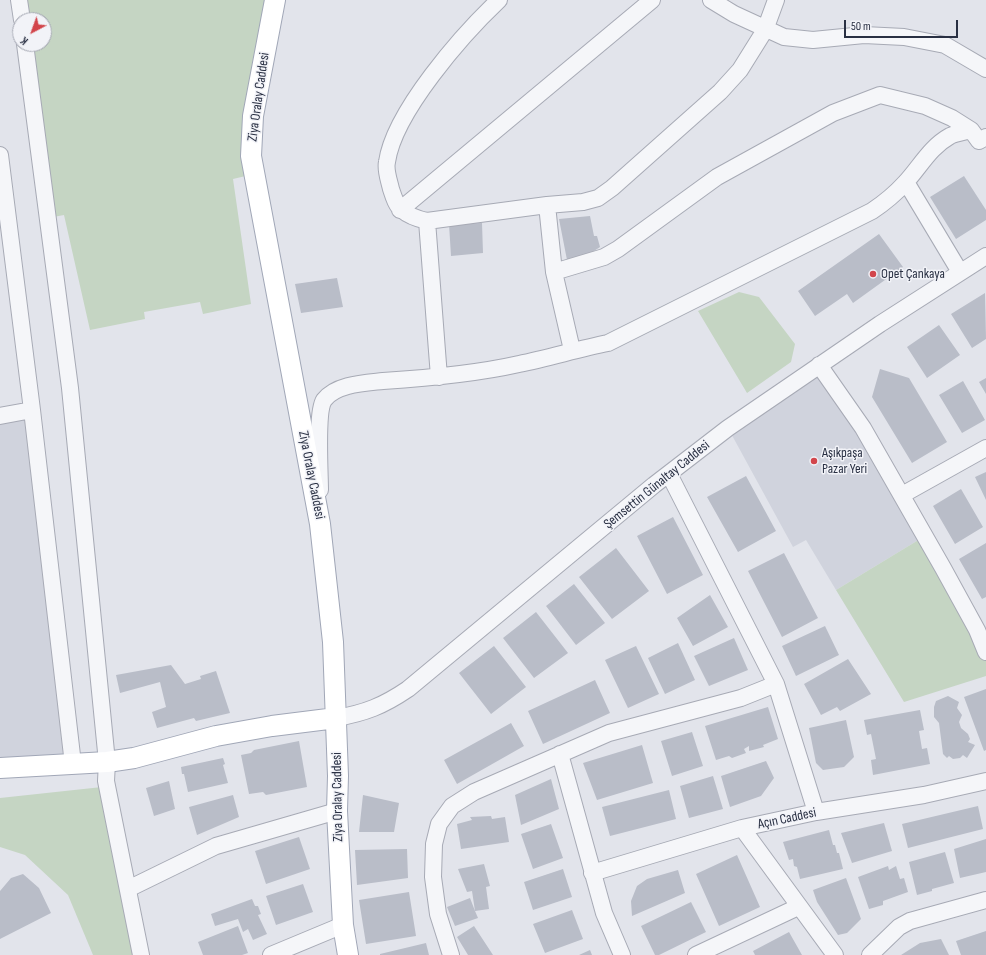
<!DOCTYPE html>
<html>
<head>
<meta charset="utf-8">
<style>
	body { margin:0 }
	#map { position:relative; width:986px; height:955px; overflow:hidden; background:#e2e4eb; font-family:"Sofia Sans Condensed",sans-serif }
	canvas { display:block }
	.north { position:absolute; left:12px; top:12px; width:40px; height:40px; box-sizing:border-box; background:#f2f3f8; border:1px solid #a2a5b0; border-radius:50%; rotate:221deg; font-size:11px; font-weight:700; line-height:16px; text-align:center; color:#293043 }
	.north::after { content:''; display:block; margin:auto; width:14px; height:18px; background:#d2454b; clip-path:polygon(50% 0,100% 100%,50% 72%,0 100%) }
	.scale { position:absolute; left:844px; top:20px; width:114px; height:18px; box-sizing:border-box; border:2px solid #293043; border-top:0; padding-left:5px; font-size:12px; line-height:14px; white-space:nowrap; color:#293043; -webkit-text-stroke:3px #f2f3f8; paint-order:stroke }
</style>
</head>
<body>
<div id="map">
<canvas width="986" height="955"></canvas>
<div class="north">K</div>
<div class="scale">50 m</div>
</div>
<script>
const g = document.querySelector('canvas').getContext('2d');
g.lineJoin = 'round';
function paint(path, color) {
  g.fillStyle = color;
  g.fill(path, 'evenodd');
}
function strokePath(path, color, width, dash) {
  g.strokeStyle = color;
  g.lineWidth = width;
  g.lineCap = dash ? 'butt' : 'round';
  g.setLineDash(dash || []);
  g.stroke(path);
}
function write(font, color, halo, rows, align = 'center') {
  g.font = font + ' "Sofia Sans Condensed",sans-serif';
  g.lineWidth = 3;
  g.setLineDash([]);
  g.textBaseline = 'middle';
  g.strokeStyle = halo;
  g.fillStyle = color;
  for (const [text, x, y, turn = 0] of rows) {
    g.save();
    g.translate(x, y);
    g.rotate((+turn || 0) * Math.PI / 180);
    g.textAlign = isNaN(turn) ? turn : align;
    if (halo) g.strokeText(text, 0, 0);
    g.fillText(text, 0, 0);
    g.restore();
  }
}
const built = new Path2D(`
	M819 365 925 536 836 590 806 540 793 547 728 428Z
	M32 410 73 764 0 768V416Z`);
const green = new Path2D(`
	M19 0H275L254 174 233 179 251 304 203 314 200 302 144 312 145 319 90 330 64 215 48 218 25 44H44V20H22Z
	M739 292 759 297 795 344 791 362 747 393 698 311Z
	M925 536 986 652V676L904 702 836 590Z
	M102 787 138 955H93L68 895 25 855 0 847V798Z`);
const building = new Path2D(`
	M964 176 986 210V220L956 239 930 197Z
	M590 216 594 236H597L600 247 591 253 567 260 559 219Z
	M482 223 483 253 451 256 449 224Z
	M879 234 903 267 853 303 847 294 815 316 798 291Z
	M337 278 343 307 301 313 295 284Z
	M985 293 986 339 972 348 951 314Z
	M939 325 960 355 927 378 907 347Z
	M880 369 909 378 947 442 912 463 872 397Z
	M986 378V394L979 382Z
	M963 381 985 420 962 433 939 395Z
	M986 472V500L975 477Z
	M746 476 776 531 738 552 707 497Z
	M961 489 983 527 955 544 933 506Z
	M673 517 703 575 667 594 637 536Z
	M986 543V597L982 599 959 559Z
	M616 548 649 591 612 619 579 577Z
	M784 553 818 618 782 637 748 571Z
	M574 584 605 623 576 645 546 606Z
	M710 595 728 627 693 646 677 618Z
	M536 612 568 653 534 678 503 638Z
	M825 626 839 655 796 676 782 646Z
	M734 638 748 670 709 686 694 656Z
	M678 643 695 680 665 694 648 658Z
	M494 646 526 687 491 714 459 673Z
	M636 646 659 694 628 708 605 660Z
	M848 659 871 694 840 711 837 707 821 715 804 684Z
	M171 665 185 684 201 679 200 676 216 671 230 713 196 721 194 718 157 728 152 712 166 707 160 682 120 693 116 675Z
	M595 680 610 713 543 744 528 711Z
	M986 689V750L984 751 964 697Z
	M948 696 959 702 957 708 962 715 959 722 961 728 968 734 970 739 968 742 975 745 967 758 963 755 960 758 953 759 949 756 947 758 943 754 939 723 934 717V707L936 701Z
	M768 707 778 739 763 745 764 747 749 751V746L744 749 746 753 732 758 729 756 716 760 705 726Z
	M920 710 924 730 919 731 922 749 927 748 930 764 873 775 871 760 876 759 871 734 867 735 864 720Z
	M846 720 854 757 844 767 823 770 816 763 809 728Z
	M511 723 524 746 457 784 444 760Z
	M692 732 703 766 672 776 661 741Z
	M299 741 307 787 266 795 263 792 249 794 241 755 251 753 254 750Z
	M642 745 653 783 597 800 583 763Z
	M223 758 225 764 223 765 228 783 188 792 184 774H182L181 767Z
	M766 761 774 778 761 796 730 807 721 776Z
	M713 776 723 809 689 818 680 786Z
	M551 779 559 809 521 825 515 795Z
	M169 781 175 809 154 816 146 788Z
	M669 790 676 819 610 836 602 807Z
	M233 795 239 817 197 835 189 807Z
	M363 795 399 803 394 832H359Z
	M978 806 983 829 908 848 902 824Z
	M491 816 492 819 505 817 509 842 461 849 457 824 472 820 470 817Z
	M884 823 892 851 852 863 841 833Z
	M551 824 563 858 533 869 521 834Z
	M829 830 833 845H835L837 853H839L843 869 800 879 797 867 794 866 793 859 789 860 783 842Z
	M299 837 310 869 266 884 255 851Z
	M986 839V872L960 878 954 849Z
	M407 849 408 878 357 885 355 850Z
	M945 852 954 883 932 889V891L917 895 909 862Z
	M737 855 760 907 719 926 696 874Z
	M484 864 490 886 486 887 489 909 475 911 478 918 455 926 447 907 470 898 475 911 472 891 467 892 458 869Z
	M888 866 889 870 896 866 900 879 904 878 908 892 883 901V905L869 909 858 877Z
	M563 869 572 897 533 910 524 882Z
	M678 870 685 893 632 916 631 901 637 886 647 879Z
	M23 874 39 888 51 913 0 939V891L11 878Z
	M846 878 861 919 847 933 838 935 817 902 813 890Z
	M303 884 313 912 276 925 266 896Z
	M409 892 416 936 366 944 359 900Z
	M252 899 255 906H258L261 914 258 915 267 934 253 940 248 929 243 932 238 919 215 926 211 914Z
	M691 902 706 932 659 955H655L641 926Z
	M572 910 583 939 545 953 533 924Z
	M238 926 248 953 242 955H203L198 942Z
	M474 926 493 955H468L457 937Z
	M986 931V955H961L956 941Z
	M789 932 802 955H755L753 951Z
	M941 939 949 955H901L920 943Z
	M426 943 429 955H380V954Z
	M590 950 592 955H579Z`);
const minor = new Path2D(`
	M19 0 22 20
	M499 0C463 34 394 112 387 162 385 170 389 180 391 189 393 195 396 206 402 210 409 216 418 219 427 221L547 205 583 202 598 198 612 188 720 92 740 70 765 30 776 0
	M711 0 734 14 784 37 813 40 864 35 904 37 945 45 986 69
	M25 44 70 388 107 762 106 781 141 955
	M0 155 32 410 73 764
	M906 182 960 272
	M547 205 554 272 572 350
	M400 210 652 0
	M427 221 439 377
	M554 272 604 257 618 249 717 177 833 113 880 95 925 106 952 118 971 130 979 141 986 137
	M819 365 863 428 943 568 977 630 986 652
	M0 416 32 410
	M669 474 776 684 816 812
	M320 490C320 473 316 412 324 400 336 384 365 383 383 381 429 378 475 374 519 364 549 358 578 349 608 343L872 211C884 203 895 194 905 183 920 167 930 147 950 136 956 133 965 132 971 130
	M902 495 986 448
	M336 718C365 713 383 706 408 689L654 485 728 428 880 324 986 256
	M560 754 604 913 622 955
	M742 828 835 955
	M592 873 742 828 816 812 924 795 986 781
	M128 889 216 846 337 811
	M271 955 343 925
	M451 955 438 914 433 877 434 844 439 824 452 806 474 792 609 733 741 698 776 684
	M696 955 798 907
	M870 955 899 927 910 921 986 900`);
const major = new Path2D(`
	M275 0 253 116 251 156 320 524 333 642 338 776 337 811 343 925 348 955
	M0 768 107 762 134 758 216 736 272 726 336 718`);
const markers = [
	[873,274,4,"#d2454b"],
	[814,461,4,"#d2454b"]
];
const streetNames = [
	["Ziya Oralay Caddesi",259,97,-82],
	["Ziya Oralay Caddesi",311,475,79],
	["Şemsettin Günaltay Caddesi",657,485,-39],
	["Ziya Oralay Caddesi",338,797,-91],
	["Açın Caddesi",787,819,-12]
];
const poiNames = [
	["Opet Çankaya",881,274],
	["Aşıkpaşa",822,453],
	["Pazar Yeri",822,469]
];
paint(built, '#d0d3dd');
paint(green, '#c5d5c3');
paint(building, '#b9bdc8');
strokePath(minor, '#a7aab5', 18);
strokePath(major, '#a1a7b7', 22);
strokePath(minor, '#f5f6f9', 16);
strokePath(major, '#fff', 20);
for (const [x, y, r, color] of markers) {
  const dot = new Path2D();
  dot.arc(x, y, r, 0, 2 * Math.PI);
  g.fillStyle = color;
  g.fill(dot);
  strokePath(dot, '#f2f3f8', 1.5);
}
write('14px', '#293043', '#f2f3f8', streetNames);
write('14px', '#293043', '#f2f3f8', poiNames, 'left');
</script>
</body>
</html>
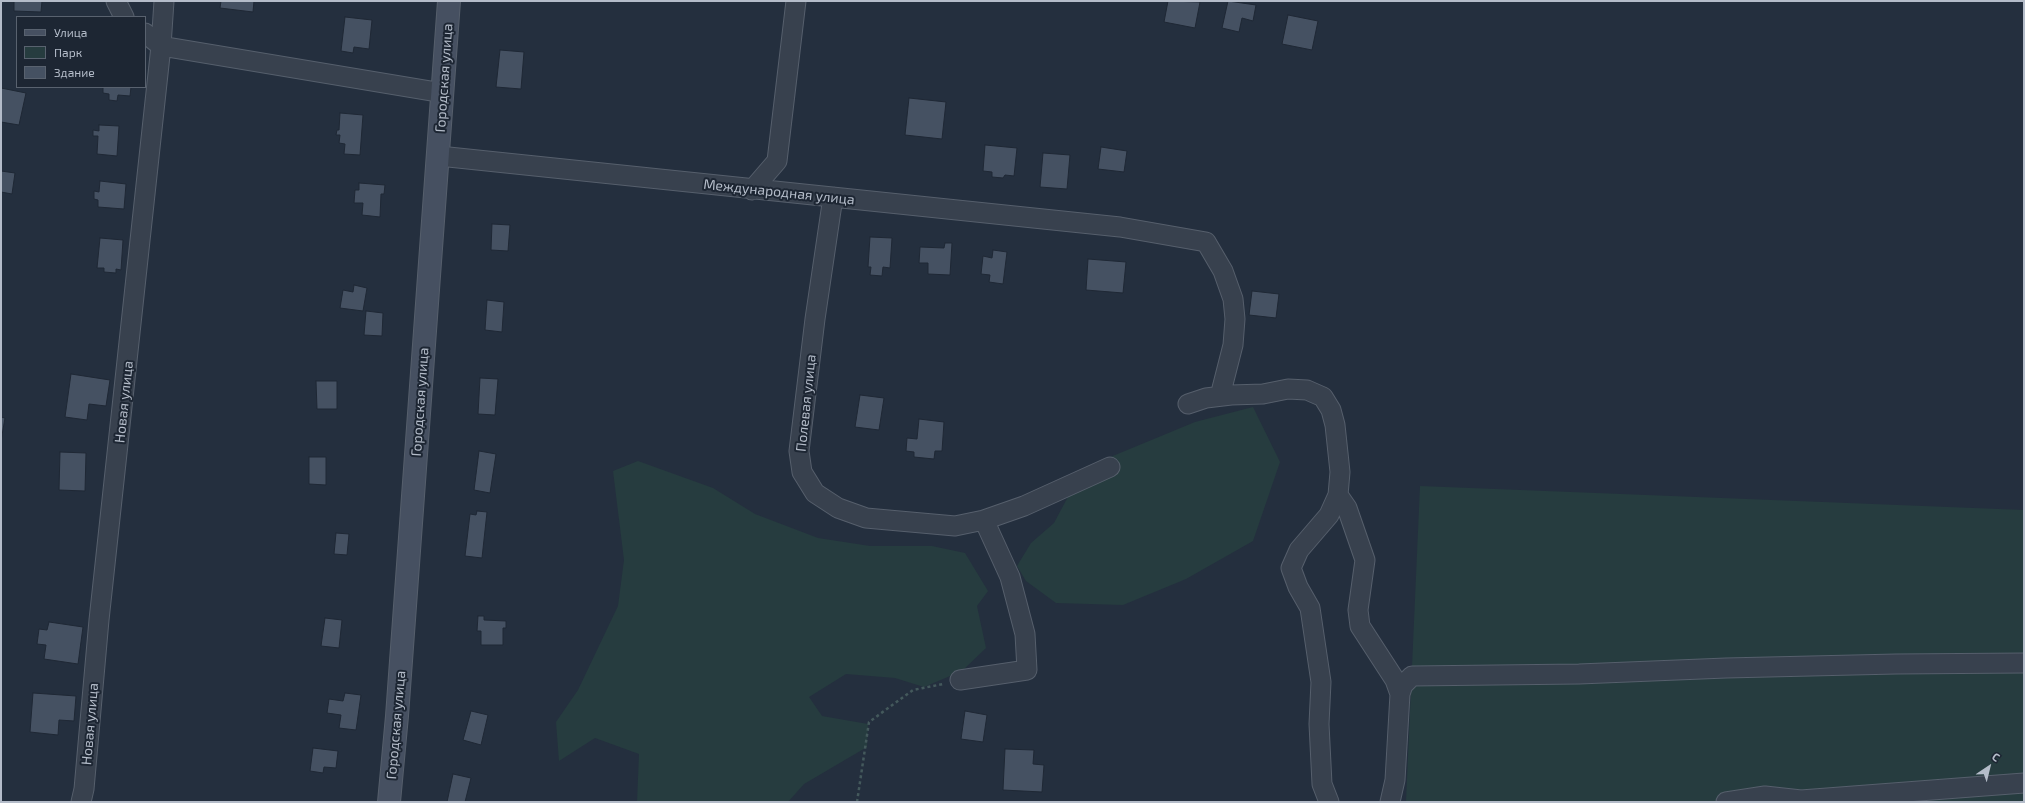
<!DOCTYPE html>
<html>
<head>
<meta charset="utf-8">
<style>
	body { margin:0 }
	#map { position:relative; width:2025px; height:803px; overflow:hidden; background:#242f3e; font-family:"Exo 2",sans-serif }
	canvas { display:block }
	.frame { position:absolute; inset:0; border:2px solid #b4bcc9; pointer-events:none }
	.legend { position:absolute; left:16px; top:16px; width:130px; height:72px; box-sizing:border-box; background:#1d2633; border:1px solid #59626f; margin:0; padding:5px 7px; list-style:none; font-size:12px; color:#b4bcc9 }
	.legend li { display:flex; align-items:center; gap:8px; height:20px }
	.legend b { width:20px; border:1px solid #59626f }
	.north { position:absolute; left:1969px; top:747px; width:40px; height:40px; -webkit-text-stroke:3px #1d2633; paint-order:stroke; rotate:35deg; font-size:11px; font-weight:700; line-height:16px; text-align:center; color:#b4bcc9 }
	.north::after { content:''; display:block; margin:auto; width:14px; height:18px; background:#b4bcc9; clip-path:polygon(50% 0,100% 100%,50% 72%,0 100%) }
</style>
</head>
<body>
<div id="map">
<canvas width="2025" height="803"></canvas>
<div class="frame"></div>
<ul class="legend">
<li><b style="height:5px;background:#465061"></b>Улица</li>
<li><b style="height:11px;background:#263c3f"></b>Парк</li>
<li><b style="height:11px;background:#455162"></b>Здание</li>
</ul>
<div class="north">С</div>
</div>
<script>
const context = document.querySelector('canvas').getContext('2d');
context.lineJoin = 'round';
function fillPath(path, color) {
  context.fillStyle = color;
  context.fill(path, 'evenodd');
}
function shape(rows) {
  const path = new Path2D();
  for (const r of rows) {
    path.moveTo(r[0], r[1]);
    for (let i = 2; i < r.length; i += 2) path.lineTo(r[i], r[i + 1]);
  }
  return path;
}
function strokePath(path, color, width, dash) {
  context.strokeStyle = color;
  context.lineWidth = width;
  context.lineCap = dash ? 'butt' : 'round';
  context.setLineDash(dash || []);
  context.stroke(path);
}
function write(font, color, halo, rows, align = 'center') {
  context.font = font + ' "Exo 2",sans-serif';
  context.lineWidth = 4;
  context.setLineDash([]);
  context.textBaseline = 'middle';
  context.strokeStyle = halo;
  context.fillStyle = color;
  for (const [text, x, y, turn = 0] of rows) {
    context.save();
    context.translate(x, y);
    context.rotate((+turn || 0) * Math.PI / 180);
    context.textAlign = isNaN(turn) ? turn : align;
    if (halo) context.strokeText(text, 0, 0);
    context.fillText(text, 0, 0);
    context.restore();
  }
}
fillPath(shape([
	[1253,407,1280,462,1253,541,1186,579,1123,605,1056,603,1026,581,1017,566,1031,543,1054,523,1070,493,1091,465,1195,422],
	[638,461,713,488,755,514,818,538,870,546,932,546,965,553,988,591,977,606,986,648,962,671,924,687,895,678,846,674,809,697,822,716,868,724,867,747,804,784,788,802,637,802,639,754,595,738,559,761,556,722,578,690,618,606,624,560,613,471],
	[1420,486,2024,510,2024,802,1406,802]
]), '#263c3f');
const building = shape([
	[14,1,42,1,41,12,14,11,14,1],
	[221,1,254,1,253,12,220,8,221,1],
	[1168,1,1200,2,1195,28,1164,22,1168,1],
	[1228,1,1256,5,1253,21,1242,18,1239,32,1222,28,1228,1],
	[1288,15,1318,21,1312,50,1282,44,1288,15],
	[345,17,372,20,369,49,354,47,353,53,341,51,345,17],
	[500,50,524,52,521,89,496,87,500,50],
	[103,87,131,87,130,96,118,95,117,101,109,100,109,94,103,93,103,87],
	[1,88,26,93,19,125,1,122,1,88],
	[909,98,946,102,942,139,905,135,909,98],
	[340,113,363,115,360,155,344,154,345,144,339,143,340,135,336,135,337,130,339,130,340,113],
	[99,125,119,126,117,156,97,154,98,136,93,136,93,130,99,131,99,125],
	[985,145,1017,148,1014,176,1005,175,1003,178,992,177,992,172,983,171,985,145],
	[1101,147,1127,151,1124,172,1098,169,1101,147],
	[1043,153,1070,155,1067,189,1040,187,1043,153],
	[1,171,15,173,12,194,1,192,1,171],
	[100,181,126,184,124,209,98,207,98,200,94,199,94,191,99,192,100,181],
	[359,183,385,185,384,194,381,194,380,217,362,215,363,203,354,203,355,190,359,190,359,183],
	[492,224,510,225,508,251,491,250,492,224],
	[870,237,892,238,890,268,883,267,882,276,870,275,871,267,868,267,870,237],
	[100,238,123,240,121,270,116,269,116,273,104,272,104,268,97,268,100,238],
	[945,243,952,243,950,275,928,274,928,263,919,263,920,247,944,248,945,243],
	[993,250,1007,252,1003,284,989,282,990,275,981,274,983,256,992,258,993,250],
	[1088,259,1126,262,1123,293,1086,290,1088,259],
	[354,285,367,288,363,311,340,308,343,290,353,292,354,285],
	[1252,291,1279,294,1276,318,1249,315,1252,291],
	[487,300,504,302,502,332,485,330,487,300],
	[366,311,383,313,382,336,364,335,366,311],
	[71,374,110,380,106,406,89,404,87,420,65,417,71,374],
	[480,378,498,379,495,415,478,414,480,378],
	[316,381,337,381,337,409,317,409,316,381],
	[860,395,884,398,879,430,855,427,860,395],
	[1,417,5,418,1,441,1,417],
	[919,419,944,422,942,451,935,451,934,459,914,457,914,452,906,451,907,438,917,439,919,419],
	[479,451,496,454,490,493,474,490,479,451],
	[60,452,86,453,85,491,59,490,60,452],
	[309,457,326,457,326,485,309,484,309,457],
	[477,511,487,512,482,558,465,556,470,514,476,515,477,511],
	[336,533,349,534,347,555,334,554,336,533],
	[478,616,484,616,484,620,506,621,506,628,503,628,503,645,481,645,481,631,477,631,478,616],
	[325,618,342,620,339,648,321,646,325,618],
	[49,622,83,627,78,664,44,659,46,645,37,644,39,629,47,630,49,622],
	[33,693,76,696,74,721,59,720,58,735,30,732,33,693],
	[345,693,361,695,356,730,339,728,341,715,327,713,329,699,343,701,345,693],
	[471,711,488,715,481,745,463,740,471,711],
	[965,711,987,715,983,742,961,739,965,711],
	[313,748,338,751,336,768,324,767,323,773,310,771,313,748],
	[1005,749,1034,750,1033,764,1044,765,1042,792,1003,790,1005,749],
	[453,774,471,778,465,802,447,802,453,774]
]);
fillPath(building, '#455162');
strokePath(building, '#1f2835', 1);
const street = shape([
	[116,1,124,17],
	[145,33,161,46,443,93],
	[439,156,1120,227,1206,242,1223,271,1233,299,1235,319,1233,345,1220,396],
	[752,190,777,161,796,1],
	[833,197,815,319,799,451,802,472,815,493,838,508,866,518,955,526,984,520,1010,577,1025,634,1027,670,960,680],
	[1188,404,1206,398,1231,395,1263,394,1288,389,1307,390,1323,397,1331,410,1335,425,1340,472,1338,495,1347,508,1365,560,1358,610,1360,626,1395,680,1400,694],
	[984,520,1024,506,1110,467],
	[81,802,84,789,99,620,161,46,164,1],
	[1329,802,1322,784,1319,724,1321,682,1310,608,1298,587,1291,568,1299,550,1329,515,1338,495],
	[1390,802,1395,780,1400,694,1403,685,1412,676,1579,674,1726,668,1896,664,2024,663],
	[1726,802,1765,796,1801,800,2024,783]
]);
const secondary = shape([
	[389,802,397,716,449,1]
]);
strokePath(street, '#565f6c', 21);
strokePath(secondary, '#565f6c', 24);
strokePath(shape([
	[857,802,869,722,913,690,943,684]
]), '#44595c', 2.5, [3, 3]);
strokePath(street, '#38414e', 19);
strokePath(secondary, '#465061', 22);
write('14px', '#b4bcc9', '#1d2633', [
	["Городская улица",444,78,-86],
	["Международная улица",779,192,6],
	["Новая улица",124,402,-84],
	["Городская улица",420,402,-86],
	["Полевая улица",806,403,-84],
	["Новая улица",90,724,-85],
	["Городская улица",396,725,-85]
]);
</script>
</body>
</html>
━━━━━━━━━━━━━━━━━━━━
• _WHAT THE TASK REQUIRES_: Leave out any pictures, please, and quote only the lines from the top of the data through the line that contains "g.translate(x, y);".

• _EXERCISE RESULT_:
<!DOCTYPE html>
<html>
<head>
<meta charset="utf-8">
<style>
	body { margin:0 }
	#map { position:relative; width:986px; height:955px; overflow:hidden; background:#e2e4eb; font-family:"Sofia Sans Condensed",sans-serif }
	canvas { display:block }
	.north { position:absolute; left:12px; top:12px; width:40px; height:40px; box-sizing:border-box; background:#f2f3f8; border:1px solid #a2a5b0; border-radius:50%; rotate:221deg; font-size:11px; font-weight:700; line-height:16px; text-align:center; color:#293043 }
	.north::after { content:''; display:block; margin:auto; width:14px; height:18px; background:#d2454b; clip-path:polygon(50% 0,100% 100%,50% 72%,0 100%) }
	.scale { position:absolute; left:844px; top:20px; width:114px; height:18px; box-sizing:border-box; border:2px solid #293043; border-top:0; padding-left:5px; font-size:12px; line-height:14px; white-space:nowrap; color:#293043; -webkit-text-stroke:3px #f2f3f8; paint-order:stroke }
</style>
</head>
<body>
<div id="map">
<canvas width="986" height="955"></canvas>
<div class="north">K</div>
<div class="scale">50 m</div>
</div>
<script>
const g = document.querySelector('canvas').getContext('2d');
g.lineJoin = 'round';
function paint(path, color) {
  g.fillStyle = color;
  g.fill(path, 'evenodd');
}
function strokePath(path, color, width, dash) {
  g.strokeStyle = color;
  g.lineWidth = width;
  g.lineCap = dash ? 'butt' : 'round';
  g.setLineDash(dash || []);
  g.stroke(path);
}
function write(font, color, halo, rows, align = 'center') {
  g.font = font + ' "Sofia Sans Condensed",sans-serif';
  g.lineWidth = 3;
  g.setLineDash([]);
  g.textBaseline = 'middle';
  g.strokeStyle = halo;
  g.fillStyle = color;
  for (const [text, x, y, turn = 0] of rows) {
    g.save();
    g.translate(x, y);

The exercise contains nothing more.